State rules out revival of once vibrant Moi University Sacco
Thursday, March 18th, 2021
Lewis Njoka @LewisNjoka
The government has ruled out revival of Moi University Savings and Credit Society (Musco).
Co-operatives Development Principal Secretary Noor Ismail said all signs were that the once vibrant Sacco whose license was revoked and placed under liquidation by the government in 2018 will not be revived.
Appearing before the Senate Committee on Trade and Tourism, Ismail said the process of liquidating the technically insolvent Sacco is already underway, a final step towards winding up the society.
“The liquidation is a legal process. That process is 95 per cent complete. We see it as irreversible,” he said
The PS was responding to a query by the committee on whether the heavily indebted Sacco can be salvaged.
He said although Uasin Gishu County had earlier pledged to help the Sacco out, it was yet to make any tangible efforts, noting that most of the members were already resigned to the fact that the Sacco was unlikely to be revived. “The members are only asking for refund,” he said.
As of 2018 when its operating license was revoked, the Sacco had liabilities amounting to Sh1.2 billion against member deposits of Sh563 million.
The Sacco is deeply indebted with Sh400 million owed to Co-operative Bank and an extra Sh58.2 million as interest accrued on the loan, Sh317 million owed to creditors, and Sh308 million outstanding deposit refund to members among others.
During the meeting, Senators lamented the imminent death of the Sacco, saying innocent members stood to lose money in deposits and investments majorly due to misappropriation by officials.
“The death of Moi University Sacco could result in a serious loss of confidence in the Saccos,” said Senator Faki Munyihaji (Mombasa).

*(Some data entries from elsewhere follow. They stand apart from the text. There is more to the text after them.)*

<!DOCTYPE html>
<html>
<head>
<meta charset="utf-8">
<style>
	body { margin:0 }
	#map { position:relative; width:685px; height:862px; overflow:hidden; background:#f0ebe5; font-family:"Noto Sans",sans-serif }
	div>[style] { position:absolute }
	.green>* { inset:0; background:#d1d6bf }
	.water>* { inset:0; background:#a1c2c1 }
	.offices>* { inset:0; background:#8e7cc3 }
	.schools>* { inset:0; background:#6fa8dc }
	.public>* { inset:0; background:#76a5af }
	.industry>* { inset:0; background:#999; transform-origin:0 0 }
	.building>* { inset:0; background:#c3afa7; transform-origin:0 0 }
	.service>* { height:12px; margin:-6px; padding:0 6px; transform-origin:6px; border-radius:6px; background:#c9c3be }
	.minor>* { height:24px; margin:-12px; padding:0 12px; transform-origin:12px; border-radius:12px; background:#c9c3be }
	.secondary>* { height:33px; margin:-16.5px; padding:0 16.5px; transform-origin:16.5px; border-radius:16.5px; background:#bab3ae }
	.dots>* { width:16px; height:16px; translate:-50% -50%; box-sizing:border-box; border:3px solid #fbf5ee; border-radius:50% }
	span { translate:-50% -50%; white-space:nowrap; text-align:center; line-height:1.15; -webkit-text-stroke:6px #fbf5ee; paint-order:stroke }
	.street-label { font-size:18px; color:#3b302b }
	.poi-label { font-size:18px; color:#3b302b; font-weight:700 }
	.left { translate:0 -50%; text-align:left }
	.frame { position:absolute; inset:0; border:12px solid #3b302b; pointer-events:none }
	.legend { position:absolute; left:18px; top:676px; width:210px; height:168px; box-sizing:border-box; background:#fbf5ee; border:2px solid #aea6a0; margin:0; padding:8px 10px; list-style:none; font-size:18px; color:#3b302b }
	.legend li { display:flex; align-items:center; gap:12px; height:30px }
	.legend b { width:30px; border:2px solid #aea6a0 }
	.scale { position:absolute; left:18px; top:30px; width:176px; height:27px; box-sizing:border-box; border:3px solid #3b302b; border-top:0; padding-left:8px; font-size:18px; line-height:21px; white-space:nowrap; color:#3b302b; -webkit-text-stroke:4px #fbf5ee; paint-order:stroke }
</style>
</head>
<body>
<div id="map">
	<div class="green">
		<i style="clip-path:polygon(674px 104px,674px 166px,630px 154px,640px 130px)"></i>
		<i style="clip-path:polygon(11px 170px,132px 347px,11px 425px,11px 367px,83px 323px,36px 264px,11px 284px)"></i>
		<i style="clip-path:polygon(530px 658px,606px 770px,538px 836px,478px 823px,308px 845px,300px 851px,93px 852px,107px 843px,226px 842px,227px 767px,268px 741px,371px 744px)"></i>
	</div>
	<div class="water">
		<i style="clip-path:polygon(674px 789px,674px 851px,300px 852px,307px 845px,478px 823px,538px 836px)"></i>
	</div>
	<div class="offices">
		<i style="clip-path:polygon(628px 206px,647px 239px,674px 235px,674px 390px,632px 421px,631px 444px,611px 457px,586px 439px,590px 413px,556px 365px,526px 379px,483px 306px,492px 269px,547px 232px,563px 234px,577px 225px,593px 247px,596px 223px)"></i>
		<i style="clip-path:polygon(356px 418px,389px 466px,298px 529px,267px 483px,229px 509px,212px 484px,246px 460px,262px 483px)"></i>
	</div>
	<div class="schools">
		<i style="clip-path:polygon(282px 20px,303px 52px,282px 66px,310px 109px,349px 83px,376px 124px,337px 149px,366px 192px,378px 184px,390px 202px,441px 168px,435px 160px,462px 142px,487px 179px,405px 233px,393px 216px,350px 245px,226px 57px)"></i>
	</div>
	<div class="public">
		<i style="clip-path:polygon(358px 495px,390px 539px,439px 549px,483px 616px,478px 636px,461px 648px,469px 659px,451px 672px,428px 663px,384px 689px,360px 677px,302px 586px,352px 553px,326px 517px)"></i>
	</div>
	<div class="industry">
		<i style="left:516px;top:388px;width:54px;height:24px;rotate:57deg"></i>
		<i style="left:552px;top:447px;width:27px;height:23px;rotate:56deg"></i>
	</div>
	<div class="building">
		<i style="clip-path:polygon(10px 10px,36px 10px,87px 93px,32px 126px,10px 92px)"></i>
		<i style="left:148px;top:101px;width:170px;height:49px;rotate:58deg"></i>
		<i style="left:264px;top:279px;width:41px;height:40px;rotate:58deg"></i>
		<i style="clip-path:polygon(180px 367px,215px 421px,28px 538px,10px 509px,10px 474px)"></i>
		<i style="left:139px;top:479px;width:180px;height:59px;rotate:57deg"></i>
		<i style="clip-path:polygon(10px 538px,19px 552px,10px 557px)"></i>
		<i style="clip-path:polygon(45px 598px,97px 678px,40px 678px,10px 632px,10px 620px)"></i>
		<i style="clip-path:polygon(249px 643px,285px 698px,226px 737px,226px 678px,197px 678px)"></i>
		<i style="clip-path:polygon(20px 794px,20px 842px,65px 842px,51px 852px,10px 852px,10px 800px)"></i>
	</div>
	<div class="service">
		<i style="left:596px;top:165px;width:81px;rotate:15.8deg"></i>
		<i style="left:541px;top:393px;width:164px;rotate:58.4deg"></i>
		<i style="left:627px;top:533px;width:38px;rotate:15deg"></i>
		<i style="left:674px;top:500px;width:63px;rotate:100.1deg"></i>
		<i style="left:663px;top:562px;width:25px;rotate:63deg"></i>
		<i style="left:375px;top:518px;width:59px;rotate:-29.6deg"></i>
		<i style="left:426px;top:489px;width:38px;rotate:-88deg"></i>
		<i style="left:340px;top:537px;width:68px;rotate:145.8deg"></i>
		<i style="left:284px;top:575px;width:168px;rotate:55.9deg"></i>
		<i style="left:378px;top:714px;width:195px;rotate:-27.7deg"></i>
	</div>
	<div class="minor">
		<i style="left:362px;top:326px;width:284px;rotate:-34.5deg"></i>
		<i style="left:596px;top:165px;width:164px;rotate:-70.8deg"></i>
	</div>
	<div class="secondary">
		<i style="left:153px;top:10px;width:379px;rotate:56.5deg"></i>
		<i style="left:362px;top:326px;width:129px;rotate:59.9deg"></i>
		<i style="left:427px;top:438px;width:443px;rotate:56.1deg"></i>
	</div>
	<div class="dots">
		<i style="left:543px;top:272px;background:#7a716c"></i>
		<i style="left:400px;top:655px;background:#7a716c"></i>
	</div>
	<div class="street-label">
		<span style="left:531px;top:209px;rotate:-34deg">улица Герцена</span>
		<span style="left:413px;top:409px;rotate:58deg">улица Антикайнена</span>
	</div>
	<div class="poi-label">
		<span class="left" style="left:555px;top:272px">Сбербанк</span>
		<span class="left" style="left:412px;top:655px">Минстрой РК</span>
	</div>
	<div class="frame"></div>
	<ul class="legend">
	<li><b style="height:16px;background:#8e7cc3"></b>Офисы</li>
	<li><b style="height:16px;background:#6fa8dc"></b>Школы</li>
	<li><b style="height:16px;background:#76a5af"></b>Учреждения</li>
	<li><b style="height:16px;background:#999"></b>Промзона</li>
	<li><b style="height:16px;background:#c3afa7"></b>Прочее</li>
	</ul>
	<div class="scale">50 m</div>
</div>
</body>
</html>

Sacco Societies Regulatory Authority (Sasra) blamed the death of the institution on the officials, saying they were unwilling to comply with the set requirements for the entire four-year period Sasra engaged with them.
Co-operative Alliance of Kenya (CAK), however, blamed weak regulatory oversight for the loss of member deposits, saying Sasra should have intervened much earlier than it did.

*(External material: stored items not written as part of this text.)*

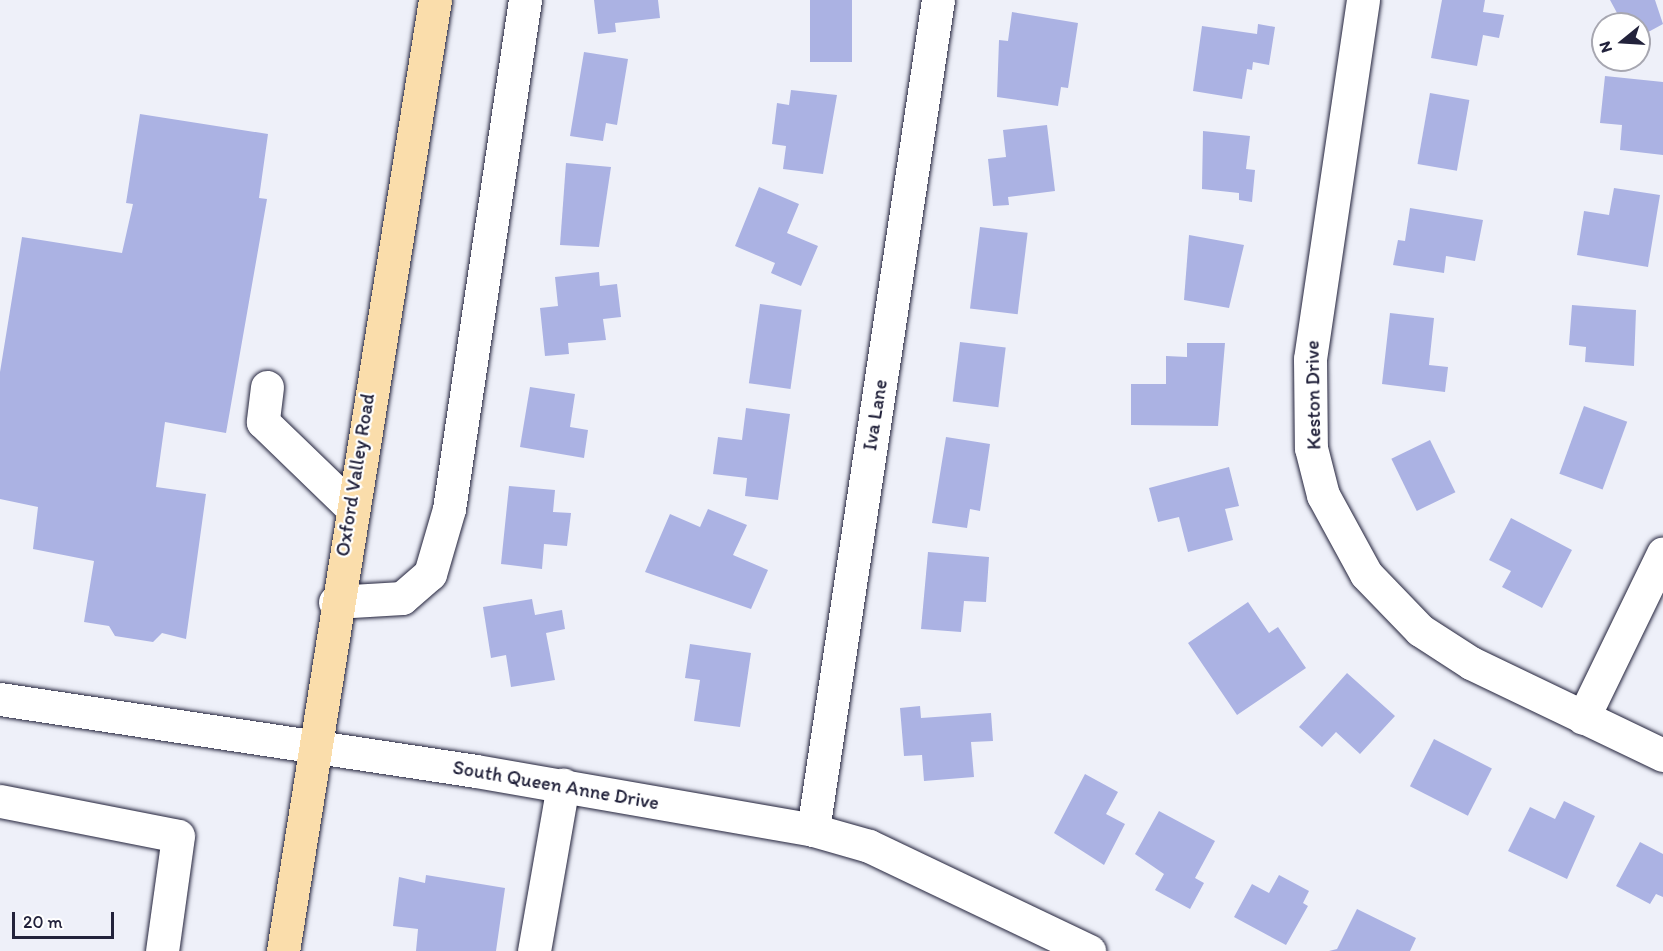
<!DOCTYPE html>
<html>
<head>
<meta charset="utf-8">
<style>
  body { margin:0 }
  #map { position:relative; width:1663px; height:951px; overflow:hidden; background:#eef0f9; font-family:Itim,sans-serif }
  div>[style] { position:absolute }
  .building>* { inset:0; background:#abb2e3; transform-origin:0 0 }
  .roads { filter:drop-shadow(0 0 2px #22223b) drop-shadow(0 0 2px #22223b) }
  .minor>* { height:33px; margin:-16.5px; padding:0 16.5px; transform-origin:16.5px; border-radius:16.5px; background:#fff }
  .major>* { height:33px; margin:-16.5px; padding:0 16.5px; transform-origin:16.5px; border-radius:16.5px; background:#faddab }
  span { translate:-50% -50%; white-space:nowrap; text-align:center; line-height:1.15; -webkit-text-stroke:4.5px #fff; paint-order:stroke }
  .street-label { font-size:20px; color:#22223b }
  .north { position:absolute; left:1591px; top:12px; width:60px; height:60px; box-sizing:border-box; background:#fff; border:2px solid #a7a7b1; border-radius:50%; rotate:252deg; font-size:16px; font-weight:700; line-height:24px; text-align:center; color:#22223b }
  .north::after { content:''; display:block; margin:auto; width:21px; height:27px; background:#22223b; clip-path:polygon(50% 0,100% 100%,50% 72%,0 100%) }
  .scale { position:absolute; left:12px; top:912px; width:102px; height:27px; box-sizing:border-box; border:3px solid #22223b; border-top:0; padding-left:8px; font-size:18px; line-height:21px; white-space:nowrap; color:#22223b; -webkit-text-stroke:4px #fff; paint-order:stroke }
</style>
</head>
<body>
<div id="map">
  <div class="building">
    <div style="clip-path:polygon(594px 0,658px 0,660px 18px,615px 23px,616px 32px,598px 34px)"></div>
    <div style="left:810px;top:0;width:42px;height:62px"></div>
    <div style="clip-path:polygon(1442px 0,1485px 0,1483px 12px,1504px 15px,1499px 38px,1483px 35px,1477px 66px,1431px 58px)"></div>
    <div style="clip-path:polygon(1610px 0,1655px 0,1663px 24px,1639px 37px,1639px 24px,1623px 24px)"></div>
    <div style="clip-path:polygon(1012px 12px,1078px 23px,1068px 88px,1061px 87px,1058px 106px,997px 97px,999px 40px,1008px 41px)"></div>
    <div style="clip-path:polygon(1258px 24px,1275px 27px,1269px 65px,1253px 62px,1252px 70px,1247px 69px,1242px 99px,1193px 91px,1202px 26px,1257px 34px)"></div>
    <div style="clip-path:polygon(584px 52px,628px 59px,617px 125px,606px 123px,603px 141px,570px 136px)"></div>
    <div style="clip-path:polygon(1605px 76px,1663px 82px,1663px 155px,1620px 150px,1622px 125px,1600px 123px)"></div>
    <div style="clip-path:polygon(791px 90px,837px 95px,823px 174px,783px 169px,786px 146px,772px 144px,777px 103px,789px 105px)"></div>
    <div style="left:1430px;top:93px;width:40px;height:72px;rotate:10deg"></div>
    <div style="clip-path:polygon(140px 114px,268px 134px,259px 198px,267px 199px,226px 433px,165px 422px,156px 487px,206px 494px,186px 639px,162px 633px,153px 642px,115px 636px,109px 626px,84px 622px,94px 561px,33px 549px,38px 507px,0 499px,0 372px,22px 237px,122px 253px,133px 204px,126px 203px)"></div>
    <div style="clip-path:polygon(1047px 125px,1055px 191px,1008px 197px,1009px 205px,993px 206px,988px 159px,1006px 157px,1003px 130px)"></div>
    <div style="clip-path:polygon(1203px 131px,1250px 136px,1246px 169px,1255px 170px,1252px 202px,1239px 200px,1239px 193px,1202px 189px)"></div>
    <div style="clip-path:polygon(566px 163px,611px 167px,599px 247px,560px 245px)"></div>
    <div style="clip-path:polygon(759px 187px,799px 204px,787px 233px,818px 246px,801px 286px,771px 273px,775px 263px,735px 246px)"></div>
    <div style="clip-path:polygon(1614px 188px,1660px 195px,1648px 267px,1577px 255px,1584px 211px,1609px 215px)"></div>
    <div style="clip-path:polygon(1410px 208px,1483px 220px,1475px 261px,1446px 256px,1444px 273px,1393px 265px,1398px 240px,1405px 241px)"></div>
    <div style="left:980px;top:227px;width:48px;height:82px;rotate:7deg"></div>
    <div style="clip-path:polygon(1189px 235px,1244px 245px,1229px 308px,1184px 300px)"></div>
    <div style="clip-path:polygon(599px 272px,600px 286px,617px 284px,621px 317px,603px 319px,606px 340px,568px 343px,569px 354px,545px 356px,540px 308px,558px 306px,555px 277px)"></div>
    <div style="left:760px;top:304px;width:42px;height:80px;rotate:8deg"></div>
    <div style="clip-path:polygon(1572px 305px,1636px 310px,1634px 366px,1585px 362px,1586px 347px,1569px 345px)"></div>
    <div style="clip-path:polygon(1390px 313px,1434px 318px,1429px 365px,1448px 367px,1445px 392px,1382px 384px)"></div>
    <div style="left:960px;top:342px;width:46px;height:60px;rotate:7deg"></div>
    <div style="clip-path:polygon(1187px 343px,1225px 343px,1218px 426px,1131px 425px,1131px 384px,1166px 384px,1166px 356px,1187px 357px)"></div>
    <div style="clip-path:polygon(530px 387px,575px 394px,570px 427px,588px 430px,584px 458px,520px 447px)"></div>
    <div style="left:1584px;top:406px;width:46px;height:72px;rotate:20deg"></div>
    <div style="clip-path:polygon(746px 408px,790px 414px,778px 500px,745px 496px,747px 478px,713px 474px,718px 437px,742px 440px)"></div>
    <div style="clip-path:polygon(946px 437px,990px 444px,980px 511px,970px 509px,967px 528px,932px 523px)"></div>
    <div style="left:1430px;top:440px;width:58px;height:43px;rotate:64deg"></div>
    <div style="clip-path:polygon(1229px 467px,1239px 506px,1225px 509px,1233px 540px,1188px 552px,1179px 517px,1158px 522px,1149px 488px)"></div>
    <div style="clip-path:polygon(509px 486px,555px 490px,553px 512px,571px 513px,567px 546px,544px 544px,542px 569px,501px 564px)"></div>
    <div style="clip-path:polygon(708px 509px,747px 525px,733px 555px,768px 570px,751px 609px,645px 572px,670px 514px,700px 527px)"></div>
    <div style="clip-path:polygon(1511px 518px,1572px 550px,1542px 608px,1502px 587px,1511px 571px,1489px 560px)"></div>
    <div style="clip-path:polygon(928px 552px,989px 557px,986px 602px,964px 601px,961px 632px,921px 629px)"></div>
    <div style="clip-path:polygon(532px 599px,535px 615px,562px 610px,565px 629px,546px 633px,555px 680px,511px 687px,506px 655px,491px 658px,483px 607px)"></div>
    <div style="clip-path:polygon(1248px 602px,1269px 633px,1278px 627px,1306px 668px,1237px 715px,1188px 643px)"></div>
    <div style="clip-path:polygon(690px 644px,751px 653px,740px 727px,694px 721px,700px 680px,685px 678px)"></div>
    <div style="clip-path:polygon(1347px 673px,1395px 716px,1360px 754px,1336px 732px,1322px 747px,1299px 727px)"></div>
    <div style="clip-path:polygon(920px 706px,921px 718px,991px 713px,993px 741px,971px 742px,974px 777px,924px 781px,922px 755px,904px 756px,900px 708px)"></div>
    <div style="left:1434px;top:739px;width:65px;height:53px;rotate:27deg"></div>
    <div style="clip-path:polygon(1085px 774px,1118px 792px,1106px 814px,1125px 824px,1104px 865px,1054px 833px)"></div>
    <div style="clip-path:polygon(1564px 801px,1595px 816px,1567px 879px,1508px 851px,1530px 807px,1555px 819px)"></div>
    <div style="clip-path:polygon(1159px 811px,1215px 841px,1195px 878px,1204px 883px,1190px 909px,1155px 890px,1164px 874px,1135px 854px)"></div>
    <div style="clip-path:polygon(1640px 842px,1663px 854px,1663px 897px,1656px 894px,1650px 904px,1616px 886px)"></div>
    <div style="clip-path:polygon(426px 875px,505px 888px,496px 951px,416px 951px,418px 929px,393px 926px,399px 877px,425px 883px)"></div>
    <div style="clip-path:polygon(1279px 875px,1309px 891px,1303px 903px,1308px 906px,1286px 945px,1234px 917px,1252px 884px,1269px 893px)"></div>
    <div style="clip-path:polygon(1357px 909px,1416px 938px,1410px 951px,1329px 951px,1337px 949px)"></div>
  </div>
  <div class="roads">
    <div class="minor">
      <div style="left:1363px;top:0;width:363px;rotate:98.4deg"></div>
      <div style="left:1310px;top:359px;width:89px;rotate:89.4deg"></div>
      <div style="left:1311px;top:448px;width:49px;rotate:75.7deg"></div>
      <div style="left:1323px;top:495px;width:90px;rotate:61.4deg"></div>
      <div style="left:1366px;top:574px;width:78px;rotate:46deg"></div>
      <div style="left:1420px;top:630px;width:61px;rotate:32.9deg"></div>
      <div style="left:1471px;top:663px;width:213px;rotate:25.6deg"></div>
      <div style="left:267px;top:387px;width:35px;rotate:97deg"></div>
      <div style="left:263px;top:422px;width:121px;rotate:44deg"></div>
      <div style="left:335px;top:602px;width:67px;rotate:-3.4deg"></div>
      <div style="left:402px;top:598px;width:37px;rotate:-41deg"></div>
      <div style="left:430px;top:574px;width:68px;rotate:-73.7deg"></div>
      <div style="left:449px;top:509px;width:515px;rotate:-81.51deg"></div>
      <div style="left:0;top:699px;width:481px;rotate:8.6deg"></div>
      <div style="left:476px;top:771px;width:342px;rotate:9.9deg"></div>
      <div style="left:813px;top:830px;width:58px;rotate:15.9deg"></div>
      <div style="left:869px;top:846px;width:244px;rotate:25.5deg"></div>
      <div style="left:1583px;top:718px;width:183px;rotate:-64.1deg"></div>
      <div style="left:0;top:801px;width:181px;rotate:11.1deg"></div>
      <div style="left:178px;top:836px;width:116px;rotate:97.9deg"></div>
      <div style="left:813px;top:830px;width:839px;rotate:-81.44deg"></div>
      <div style="left:534px;top:951px;width:169px;rotate:-80.1deg"></div>
    </div>
    <div class="major">
      <div style="left:283px;top:951px;width:963px;rotate:-80.92deg"></div>
    </div>
  </div>
  <div class="street-label">
    <span style="left:1313px;top:395px;rotate:-91deg">Keston Drive</span>
    <span style="left:875px;top:415px;rotate:-81deg">Iva Lane</span>
    <span style="left:355px;top:475px;rotate:-81deg">Oxford Valley Road</span>
    <span style="left:556px;top:785px;rotate:10deg">South Queen Anne Drive</span>
  </div>
  <div class="north">N</div>
  <div class="scale">20 m</div>
</div>
</body>
</html>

Additionally, the Alliance called for the prosecution of the officials involved and a review of the Sacco Society Act to make it easier to stop the collapse of societies before they happen.
“How did we allow the society to borrow beyond its ability to pay?” posed Daniel Marube, the CAK executive director.
“We must interrogate the people who made these decisions,” he added referring to the Sacco officials.
The Sacco was licensed in June 2014 but the license was revoked in 2018 after the society failed to adhere to the set requirements.
The Sacco had applied to be granted an operating license earlier in 2010 but was denied over failure to meet minimum requirements.
As of 2016, the Sacco’s membership had dropped to 3,128 of whom only 1,180 were active. This was a steep decline from 6,200 in 2015.
A gazette notice published in 2018 by then Commissioner for Co-operative Development Mary Mungai cancelled the registration of the sacco and appointed two liquidators to take custody for a year.
In mid-2017, Moi University Sacco was among several deposit-taking co-operatives that survived closure after the Sasra extended permits for a period of six months to allow them comply with capital adequacy and corporate governance rules.
Sacco Societies Regulatory Authority rules require that saccos maintain a minimum 15 per cent liquidity ratio and file a report every month, which details liquid assets and balance of short-term liabilities.